## The task
Return every entry exactly.

## Task data

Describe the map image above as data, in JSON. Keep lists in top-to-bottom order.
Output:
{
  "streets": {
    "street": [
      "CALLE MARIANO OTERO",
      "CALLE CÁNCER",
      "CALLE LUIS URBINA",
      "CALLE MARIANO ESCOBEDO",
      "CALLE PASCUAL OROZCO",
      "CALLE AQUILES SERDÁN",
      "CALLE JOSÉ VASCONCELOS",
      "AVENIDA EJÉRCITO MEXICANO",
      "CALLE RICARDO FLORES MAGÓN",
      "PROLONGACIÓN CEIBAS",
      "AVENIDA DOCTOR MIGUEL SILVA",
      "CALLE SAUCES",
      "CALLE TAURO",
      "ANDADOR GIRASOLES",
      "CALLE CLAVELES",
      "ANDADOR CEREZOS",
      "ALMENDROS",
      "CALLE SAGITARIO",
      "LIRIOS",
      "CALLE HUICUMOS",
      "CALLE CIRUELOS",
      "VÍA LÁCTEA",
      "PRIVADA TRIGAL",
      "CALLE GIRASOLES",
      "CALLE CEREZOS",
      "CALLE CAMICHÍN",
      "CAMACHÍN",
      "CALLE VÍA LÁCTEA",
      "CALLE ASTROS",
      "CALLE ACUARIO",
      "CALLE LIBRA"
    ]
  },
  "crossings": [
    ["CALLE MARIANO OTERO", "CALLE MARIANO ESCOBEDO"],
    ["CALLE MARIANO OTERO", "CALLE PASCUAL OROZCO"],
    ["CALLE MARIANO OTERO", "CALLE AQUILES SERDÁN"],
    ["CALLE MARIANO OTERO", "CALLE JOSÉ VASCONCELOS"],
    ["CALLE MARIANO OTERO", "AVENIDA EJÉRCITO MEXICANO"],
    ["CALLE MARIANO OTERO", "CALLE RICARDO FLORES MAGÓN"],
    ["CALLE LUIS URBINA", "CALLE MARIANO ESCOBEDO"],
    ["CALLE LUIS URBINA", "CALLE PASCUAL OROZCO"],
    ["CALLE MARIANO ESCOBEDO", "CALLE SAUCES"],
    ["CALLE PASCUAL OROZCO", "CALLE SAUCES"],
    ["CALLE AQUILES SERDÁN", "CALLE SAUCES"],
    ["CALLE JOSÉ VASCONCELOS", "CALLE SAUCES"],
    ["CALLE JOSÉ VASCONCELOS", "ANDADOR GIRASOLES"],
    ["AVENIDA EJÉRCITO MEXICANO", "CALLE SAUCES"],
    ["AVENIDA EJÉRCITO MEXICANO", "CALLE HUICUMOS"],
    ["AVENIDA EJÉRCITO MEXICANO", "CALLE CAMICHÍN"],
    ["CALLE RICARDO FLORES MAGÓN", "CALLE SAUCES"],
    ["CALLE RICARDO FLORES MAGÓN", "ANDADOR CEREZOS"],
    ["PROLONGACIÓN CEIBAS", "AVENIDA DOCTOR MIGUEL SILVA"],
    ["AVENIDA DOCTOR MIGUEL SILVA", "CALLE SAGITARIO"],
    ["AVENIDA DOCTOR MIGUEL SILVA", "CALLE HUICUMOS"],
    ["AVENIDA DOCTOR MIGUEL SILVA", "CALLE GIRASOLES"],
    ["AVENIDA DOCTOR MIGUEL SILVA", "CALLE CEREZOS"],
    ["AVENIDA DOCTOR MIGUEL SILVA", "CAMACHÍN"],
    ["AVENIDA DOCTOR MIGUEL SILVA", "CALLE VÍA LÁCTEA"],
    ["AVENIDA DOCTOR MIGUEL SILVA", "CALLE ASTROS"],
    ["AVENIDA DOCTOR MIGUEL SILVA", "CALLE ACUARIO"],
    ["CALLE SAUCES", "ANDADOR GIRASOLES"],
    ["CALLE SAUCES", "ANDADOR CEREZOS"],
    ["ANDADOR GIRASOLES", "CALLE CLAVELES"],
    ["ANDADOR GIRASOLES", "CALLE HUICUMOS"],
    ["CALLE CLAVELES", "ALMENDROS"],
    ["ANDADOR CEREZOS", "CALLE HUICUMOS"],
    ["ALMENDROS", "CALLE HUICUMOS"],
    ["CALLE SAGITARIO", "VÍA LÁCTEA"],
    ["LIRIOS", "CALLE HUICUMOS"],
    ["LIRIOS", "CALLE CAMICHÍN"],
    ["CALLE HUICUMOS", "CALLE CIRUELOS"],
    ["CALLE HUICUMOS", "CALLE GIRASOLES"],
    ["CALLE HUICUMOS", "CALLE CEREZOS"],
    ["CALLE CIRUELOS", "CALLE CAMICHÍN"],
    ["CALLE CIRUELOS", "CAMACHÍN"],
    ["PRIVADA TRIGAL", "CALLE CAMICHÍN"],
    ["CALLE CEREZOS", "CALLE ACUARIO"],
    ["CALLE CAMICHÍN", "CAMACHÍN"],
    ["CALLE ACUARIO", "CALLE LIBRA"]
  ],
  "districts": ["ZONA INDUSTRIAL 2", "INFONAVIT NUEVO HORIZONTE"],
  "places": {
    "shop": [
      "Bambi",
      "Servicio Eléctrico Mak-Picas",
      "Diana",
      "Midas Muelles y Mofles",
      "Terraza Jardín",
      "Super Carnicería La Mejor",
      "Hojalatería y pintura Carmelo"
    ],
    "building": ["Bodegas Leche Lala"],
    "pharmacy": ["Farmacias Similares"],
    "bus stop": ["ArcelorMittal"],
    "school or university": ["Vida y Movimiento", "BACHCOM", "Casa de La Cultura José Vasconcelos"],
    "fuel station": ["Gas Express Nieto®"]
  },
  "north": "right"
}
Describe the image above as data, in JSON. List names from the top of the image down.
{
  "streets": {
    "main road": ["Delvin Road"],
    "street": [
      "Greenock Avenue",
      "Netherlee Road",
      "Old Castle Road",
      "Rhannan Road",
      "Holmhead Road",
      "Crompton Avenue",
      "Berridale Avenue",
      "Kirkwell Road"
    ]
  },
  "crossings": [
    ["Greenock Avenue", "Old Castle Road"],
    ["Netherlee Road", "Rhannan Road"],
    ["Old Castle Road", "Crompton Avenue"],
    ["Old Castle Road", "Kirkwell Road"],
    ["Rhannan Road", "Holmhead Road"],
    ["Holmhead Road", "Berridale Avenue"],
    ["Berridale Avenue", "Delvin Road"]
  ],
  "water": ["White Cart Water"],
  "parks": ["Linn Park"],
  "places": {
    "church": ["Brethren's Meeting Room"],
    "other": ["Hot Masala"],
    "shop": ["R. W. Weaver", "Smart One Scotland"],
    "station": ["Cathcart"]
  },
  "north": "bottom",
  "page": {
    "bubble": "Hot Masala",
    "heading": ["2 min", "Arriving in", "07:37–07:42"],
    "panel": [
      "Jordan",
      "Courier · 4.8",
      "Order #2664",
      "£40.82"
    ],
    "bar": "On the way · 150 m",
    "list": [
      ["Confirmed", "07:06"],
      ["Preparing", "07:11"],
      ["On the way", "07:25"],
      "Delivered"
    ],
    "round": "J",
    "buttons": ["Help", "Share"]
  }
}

## Answer to this exercise
Describe the map image above as data, in JSON. Keep lists in top-to-bottom order.
Output:
{
  "streets": {
    "street": [
      "CALLE MARIANO OTERO",
      "CALLE CÁNCER",
      "CALLE LUIS URBINA",
      "CALLE MARIANO ESCOBEDO",
      "CALLE PASCUAL OROZCO",
      "CALLE AQUILES SERDÁN",
      "CALLE JOSÉ VASCONCELOS",
      "AVENIDA EJÉRCITO MEXICANO",
      "CALLE RICARDO FLORES MAGÓN",
      "PROLONGACIÓN CEIBAS",
      "AVENIDA DOCTOR MIGUEL SILVA",
      "CALLE SAUCES",
      "CALLE TAURO",
      "ANDADOR GIRASOLES",
      "CALLE CLAVELES",
      "ANDADOR CEREZOS",
      "ALMENDROS",
      "CALLE SAGITARIO",
      "LIRIOS",
      "CALLE HUICUMOS",
      "CALLE CIRUELOS",
      "VÍA LÁCTEA",
      "PRIVADA TRIGAL",
      "CALLE GIRASOLES",
      "CALLE CEREZOS",
      "CALLE CAMICHÍN",
      "CAMACHÍN",
      "CALLE VÍA LÁCTEA",
      "CALLE ASTROS",
      "CALLE ACUARIO",
      "CALLE LIBRA"
    ]
  },
  "crossings": [
    ["CALLE MARIANO OTERO", "CALLE MARIANO ESCOBEDO"],
    ["CALLE MARIANO OTERO", "CALLE PASCUAL OROZCO"],
    ["CALLE MARIANO OTERO", "CALLE AQUILES SERDÁN"],
    ["CALLE MARIANO OTERO", "CALLE JOSÉ VASCONCELOS"],
    ["CALLE MARIANO OTERO", "AVENIDA EJÉRCITO MEXICANO"],
    ["CALLE MARIANO OTERO", "CALLE RICARDO FLORES MAGÓN"],
    ["CALLE LUIS URBINA", "CALLE MARIANO ESCOBEDO"],
    ["CALLE LUIS URBINA", "CALLE PASCUAL OROZCO"],
    ["CALLE MARIANO ESCOBEDO", "CALLE SAUCES"],
    ["CALLE PASCUAL OROZCO", "CALLE SAUCES"],
    ["CALLE AQUILES SERDÁN", "CALLE SAUCES"],
    ["CALLE JOSÉ VASCONCELOS", "CALLE SAUCES"],
    ["CALLE JOSÉ VASCONCELOS", "ANDADOR GIRASOLES"],
    ["AVENIDA EJÉRCITO MEXICANO", "CALLE SAUCES"],
    ["AVENIDA EJÉRCITO MEXICANO", "CALLE HUICUMOS"],
    ["AVENIDA EJÉRCITO MEXICANO", "CALLE CAMICHÍN"],
    ["CALLE RICARDO FLORES MAGÓN", "CALLE SAUCES"],
    ["CALLE RICARDO FLORES MAGÓN", "ANDADOR CEREZOS"],
    ["PROLONGACIÓN CEIBAS", "AVENIDA DOCTOR MIGUEL SILVA"],
    ["AVENIDA DOCTOR MIGUEL SILVA", "CALLE SAGITARIO"],
    ["AVENIDA DOCTOR MIGUEL SILVA", "CALLE HUICUMOS"],
    ["AVENIDA DOCTOR MIGUEL SILVA", "CALLE GIRASOLES"],
    ["AVENIDA DOCTOR MIGUEL SILVA", "CALLE CEREZOS"],
    ["AVENIDA DOCTOR MIGUEL SILVA", "CAMACHÍN"],
    ["AVENIDA DOCTOR MIGUEL SILVA", "CALLE VÍA LÁCTEA"],
    ["AVENIDA DOCTOR MIGUEL SILVA", "CALLE ASTROS"],
    ["AVENIDA DOCTOR MIGUEL SILVA", "CALLE ACUARIO"],
    ["CALLE SAUCES", "ANDADOR GIRASOLES"],
    ["CALLE SAUCES", "ANDADOR CEREZOS"],
    ["ANDADOR GIRASOLES", "CALLE CLAVELES"],
    ["ANDADOR GIRASOLES", "CALLE HUICUMOS"],
    ["CALLE CLAVELES", "ALMENDROS"],
    ["ANDADOR CEREZOS", "CALLE HUICUMOS"],
    ["ALMENDROS", "CALLE HUICUMOS"],
    ["CALLE SAGITARIO", "VÍA LÁCTEA"],
    ["LIRIOS", "CALLE HUICUMOS"],
    ["LIRIOS", "CALLE CAMICHÍN"],
    ["CALLE HUICUMOS", "CALLE CIRUELOS"],
    ["CALLE HUICUMOS", "CALLE GIRASOLES"],
    ["CALLE HUICUMOS", "CALLE CEREZOS"],
    ["CALLE CIRUELOS", "CALLE CAMICHÍN"],
    ["CALLE CIRUELOS", "CAMACHÍN"],
    ["PRIVADA TRIGAL", "CALLE CAMICHÍN"],
    ["CALLE CEREZOS", "CALLE ACUARIO"],
    ["CALLE CAMICHÍN", "CAMACHÍN"],
    ["CALLE ACUARIO", "CALLE LIBRA"]
  ],
  "districts": ["ZONA INDUSTRIAL 2", "INFONAVIT NUEVO HORIZONTE"],
  "places": {
    "shop": [
      "Bambi",
      "Servicio Eléctrico Mak-Picas",
      "Diana",
      "Midas Muelles y Mofles",
      "Terraza Jardín",
      "Super Carnicería La Mejor",
      "Hojalatería y pintura Carmelo"
    ],
    "building": ["Bodegas Leche Lala"],
    "pharmacy": ["Farmacias Similares"],
    "bus stop": ["ArcelorMittal"],
    "school or university": ["Vida y Movimiento", "BACHCOM", "Casa de La Cultura José Vasconcelos"],
    "fuel station": ["Gas Express Nieto®"]
  },
  "north": "right"
}
Describe the image above as data, in JSON. List names from the top of the image down.
{
  "streets": {
    "main road": ["Delvin Road"],
    "street": [
      "Greenock Avenue",
      "Netherlee Road",
      "Old Castle Road",
      "Rhannan Road",
      "Holmhead Road",
      "Crompton Avenue",
      "Berridale Avenue",
      "Kirkwell Road"
    ]
  },
  "crossings": [
    ["Greenock Avenue", "Old Castle Road"],
    ["Netherlee Road", "Rhannan Road"],
    ["Old Castle Road", "Crompton Avenue"],
    ["Old Castle Road", "Kirkwell Road"],
    ["Rhannan Road", "Holmhead Road"],
    ["Holmhead Road", "Berridale Avenue"],
    ["Berridale Avenue", "Delvin Road"]
  ],
  "water": ["White Cart Water"],
  "parks": ["Linn Park"],
  "places": {
    "church": ["Brethren's Meeting Room"],
    "other": ["Hot Masala"],
    "shop": ["R. W. Weaver", "Smart One Scotland"],
    "station": ["Cathcart"]
  },
  "north": "bottom",
  "page": {
    "bubble": "Hot Masala",
    "heading": ["2 min", "Arriving in", "07:37–07:42"],
    "panel": [
      "Jordan",
      "Courier · 4.8",
      "Order #2664",
      "£40.82"
    ],
    "bar": "On the way · 150 m",
    "list": [
      ["Confirmed", "07:06"],
      ["Preparing", "07:11"],
      ["On the way", "07:25"],
      "Delivered"
    ],
    "round": "J",
    "buttons": ["Help", "Share"]
  }
}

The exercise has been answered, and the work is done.